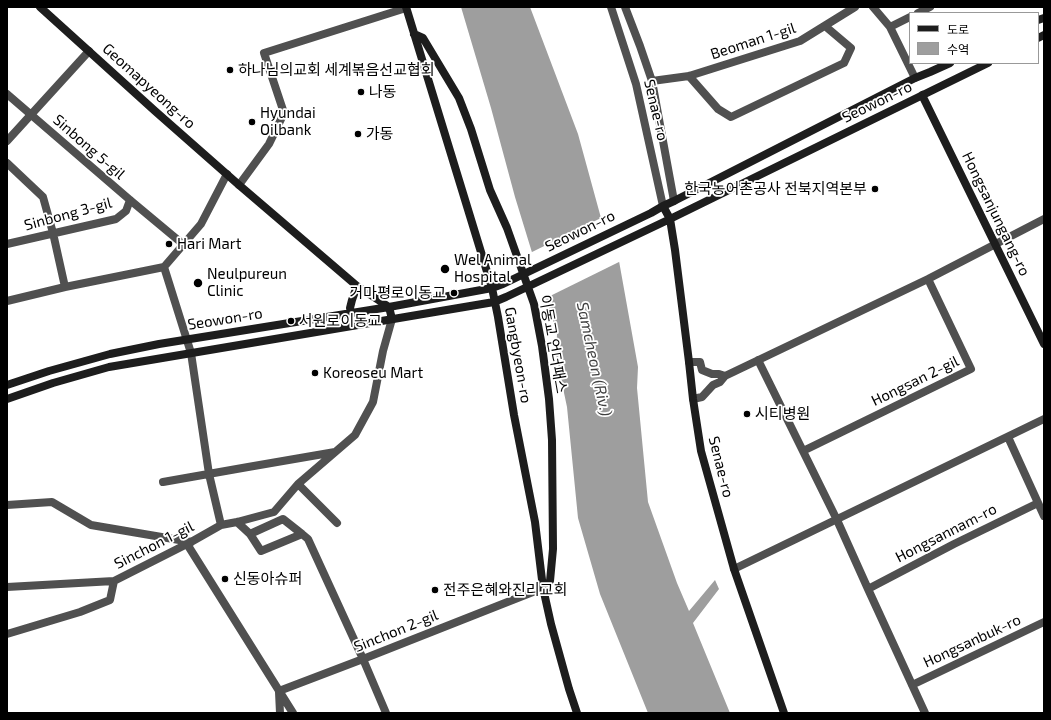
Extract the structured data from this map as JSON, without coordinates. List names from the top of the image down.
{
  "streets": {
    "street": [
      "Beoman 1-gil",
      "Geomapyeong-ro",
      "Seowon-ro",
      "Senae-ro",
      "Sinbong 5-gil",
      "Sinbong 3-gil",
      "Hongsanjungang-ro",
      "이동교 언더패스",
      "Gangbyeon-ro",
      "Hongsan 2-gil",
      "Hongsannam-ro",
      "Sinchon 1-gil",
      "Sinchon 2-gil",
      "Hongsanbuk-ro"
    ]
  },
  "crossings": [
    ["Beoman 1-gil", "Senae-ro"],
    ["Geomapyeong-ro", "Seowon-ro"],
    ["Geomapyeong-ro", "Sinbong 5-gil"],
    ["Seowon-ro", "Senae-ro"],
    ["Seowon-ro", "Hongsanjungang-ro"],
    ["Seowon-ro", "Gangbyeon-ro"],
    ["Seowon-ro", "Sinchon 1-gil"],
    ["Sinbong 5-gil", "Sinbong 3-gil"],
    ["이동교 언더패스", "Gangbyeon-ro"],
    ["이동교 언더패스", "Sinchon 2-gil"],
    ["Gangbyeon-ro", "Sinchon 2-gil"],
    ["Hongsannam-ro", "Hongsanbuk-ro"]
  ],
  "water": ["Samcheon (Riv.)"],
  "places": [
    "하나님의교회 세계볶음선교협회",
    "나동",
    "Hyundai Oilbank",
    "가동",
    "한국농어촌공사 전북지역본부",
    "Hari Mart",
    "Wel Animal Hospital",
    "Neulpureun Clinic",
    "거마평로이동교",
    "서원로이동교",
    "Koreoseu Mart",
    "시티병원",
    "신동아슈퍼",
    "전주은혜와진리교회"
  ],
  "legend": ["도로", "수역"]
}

# Task details:
Above are the entries; write them out again exactly, omitting the pictures.

# Exercise result:
Extract the structured data from this map as JSON, without coordinates. List names from the top of the image down.
{
  "streets": {
    "street": [
      "Beoman 1-gil",
      "Geomapyeong-ro",
      "Seowon-ro",
      "Senae-ro",
      "Sinbong 5-gil",
      "Sinbong 3-gil",
      "Hongsanjungang-ro",
      "이동교 언더패스",
      "Gangbyeon-ro",
      "Hongsan 2-gil",
      "Hongsannam-ro",
      "Sinchon 1-gil",
      "Sinchon 2-gil",
      "Hongsanbuk-ro"
    ]
  },
  "crossings": [
    ["Beoman 1-gil", "Senae-ro"],
    ["Geomapyeong-ro", "Seowon-ro"],
    ["Geomapyeong-ro", "Sinbong 5-gil"],
    ["Seowon-ro", "Senae-ro"],
    ["Seowon-ro", "Hongsanjungang-ro"],
    ["Seowon-ro", "Gangbyeon-ro"],
    ["Seowon-ro", "Sinchon 1-gil"],
    ["Sinbong 5-gil", "Sinbong 3-gil"],
    ["이동교 언더패스", "Gangbyeon-ro"],
    ["이동교 언더패스", "Sinchon 2-gil"],
    ["Gangbyeon-ro", "Sinchon 2-gil"],
    ["Hongsannam-ro", "Hongsanbuk-ro"]
  ],
  "water": ["Samcheon (Riv.)"],
  "places": [
    "하나님의교회 세계볶음선교협회",
    "나동",
    "Hyundai Oilbank",
    "가동",
    "한국농어촌공사 전북지역본부",
    "Hari Mart",
    "Wel Animal Hospital",
    "Neulpureun Clinic",
    "거마평로이동교",
    "서원로이동교",
    "Koreoseu Mart",
    "시티병원",
    "신동아슈퍼",
    "전주은혜와진리교회"
  ],
  "legend": ["도로", "수역"]
}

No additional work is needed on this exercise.